About this task> Among the entries below, count the lines that contain the word "names". Respond with the count only.

::: Data for review :::

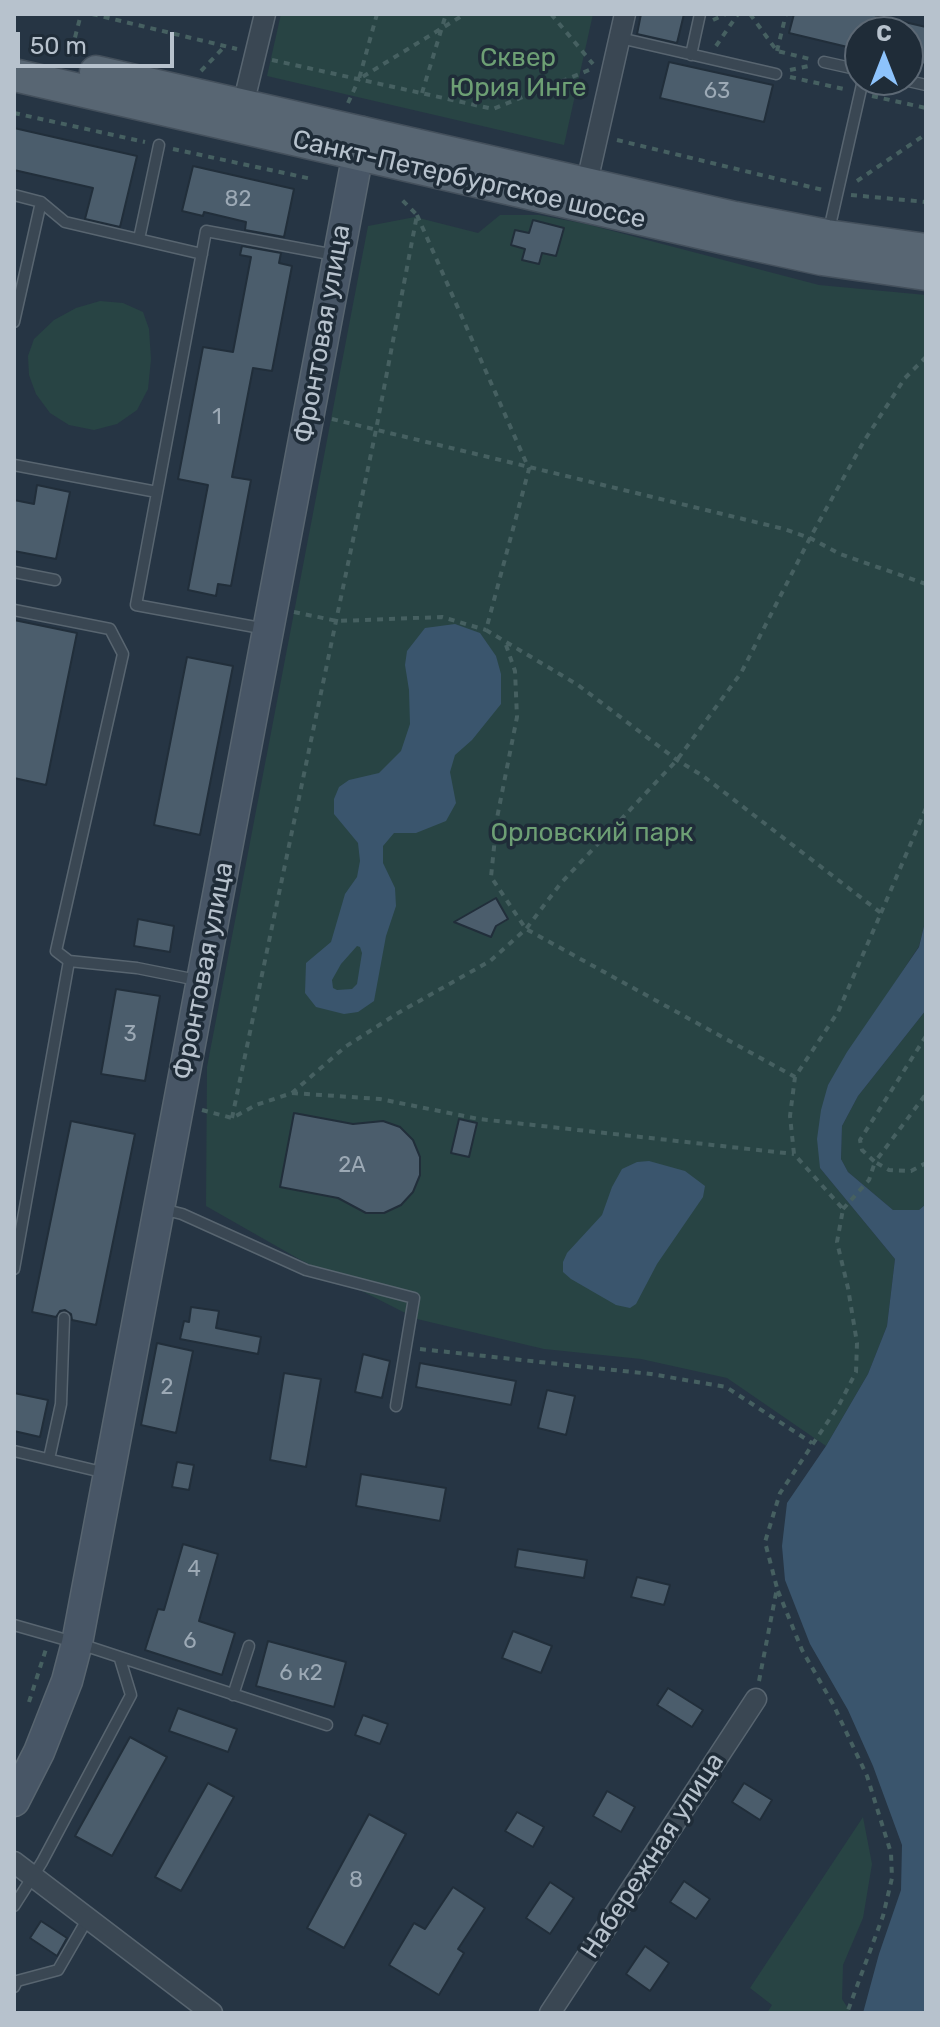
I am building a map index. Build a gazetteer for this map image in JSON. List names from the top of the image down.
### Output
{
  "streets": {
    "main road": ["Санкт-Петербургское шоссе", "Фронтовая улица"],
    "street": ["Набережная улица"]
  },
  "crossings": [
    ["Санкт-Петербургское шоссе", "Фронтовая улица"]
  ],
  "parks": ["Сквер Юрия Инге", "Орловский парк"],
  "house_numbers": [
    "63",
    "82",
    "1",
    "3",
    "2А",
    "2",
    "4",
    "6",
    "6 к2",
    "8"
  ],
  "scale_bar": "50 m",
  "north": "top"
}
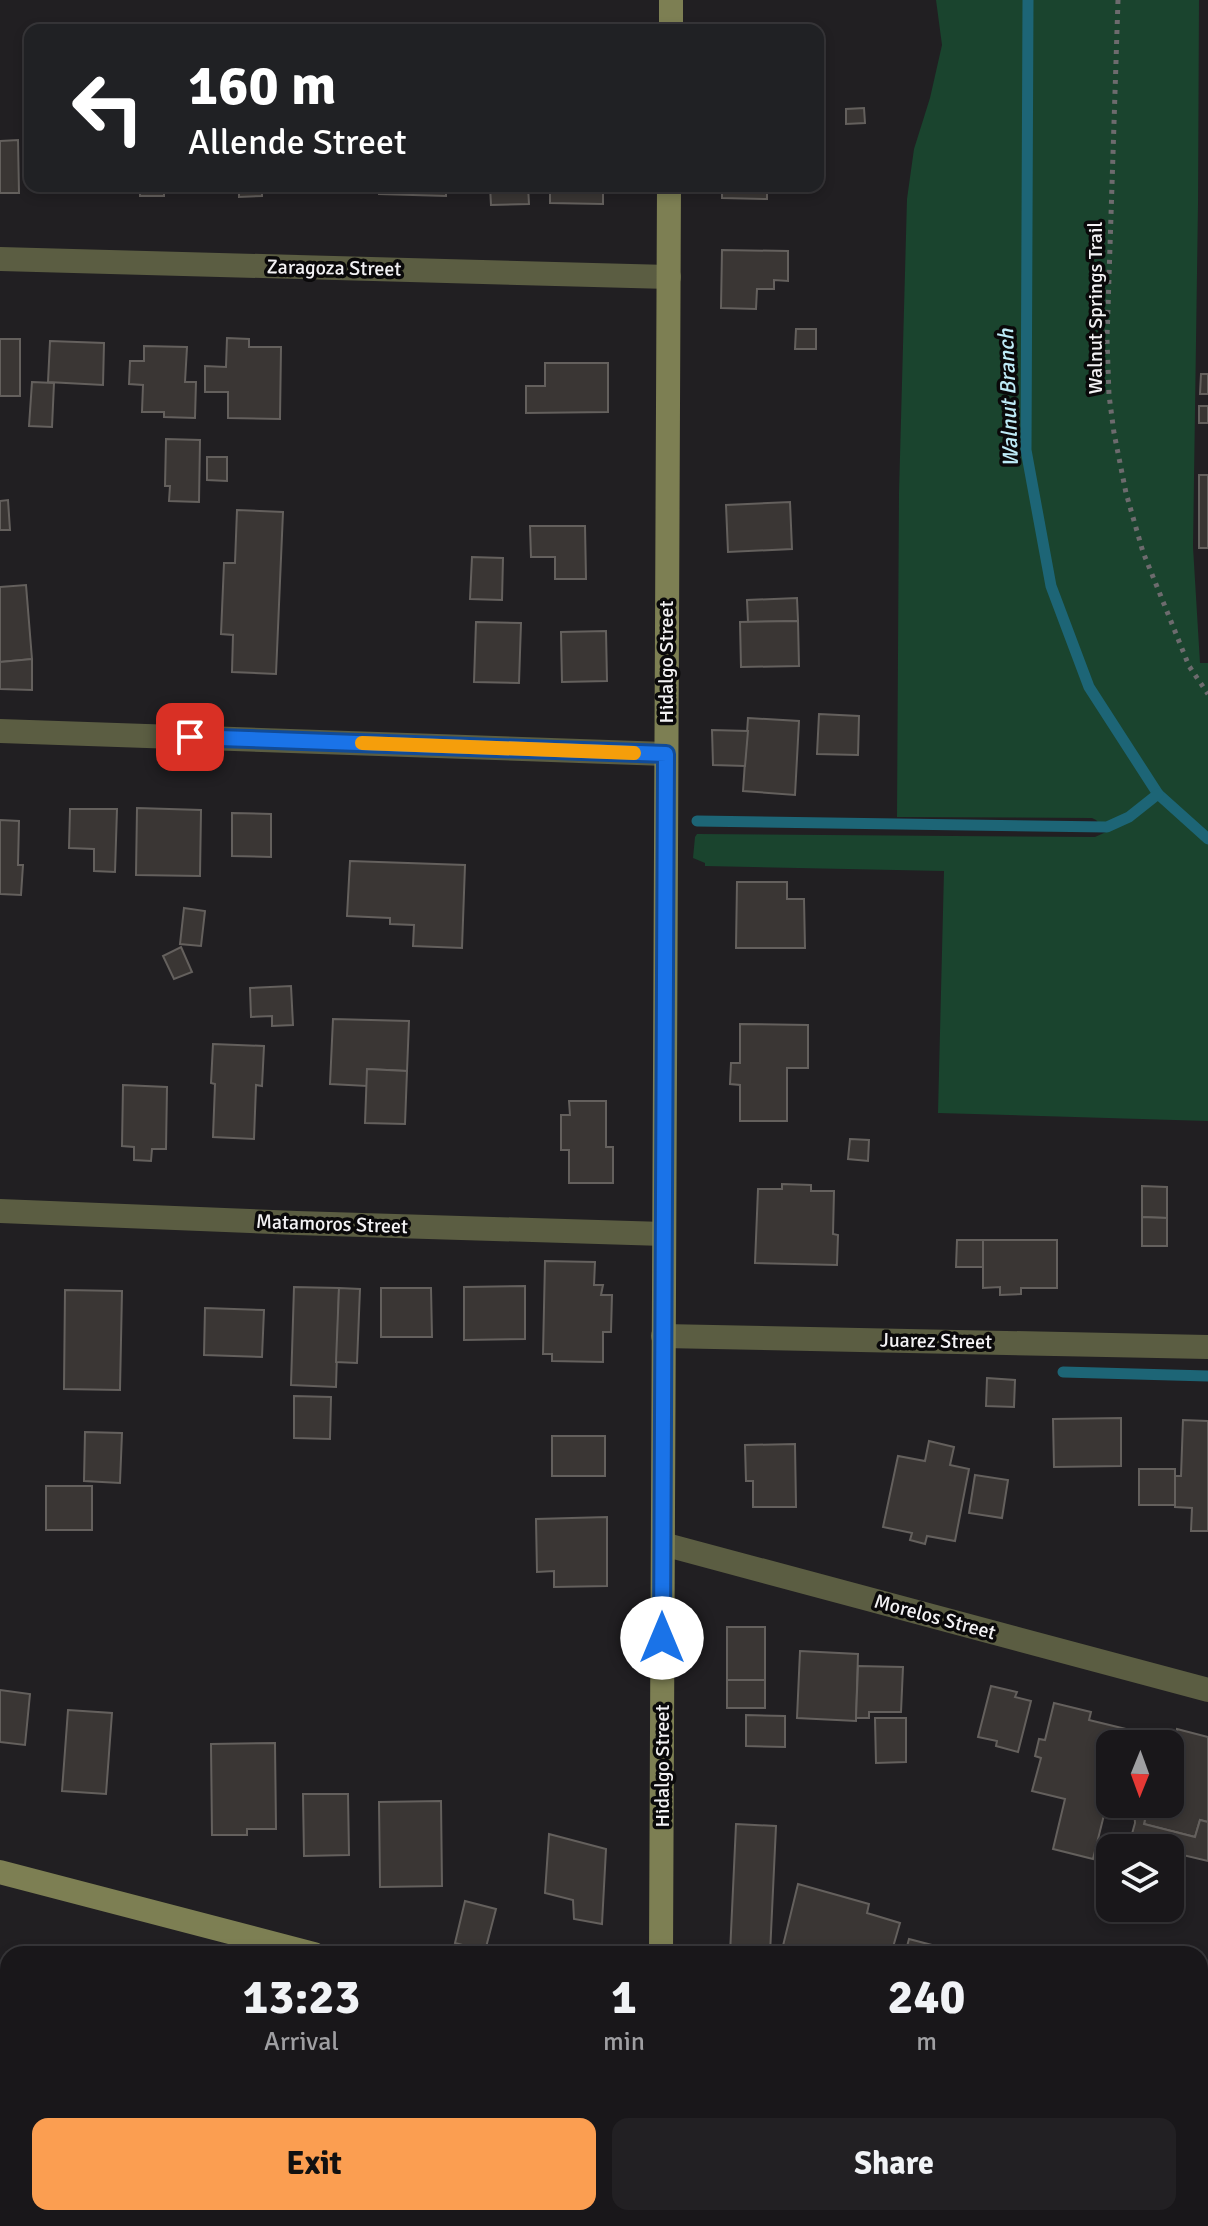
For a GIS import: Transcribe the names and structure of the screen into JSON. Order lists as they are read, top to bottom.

:::

Response> 2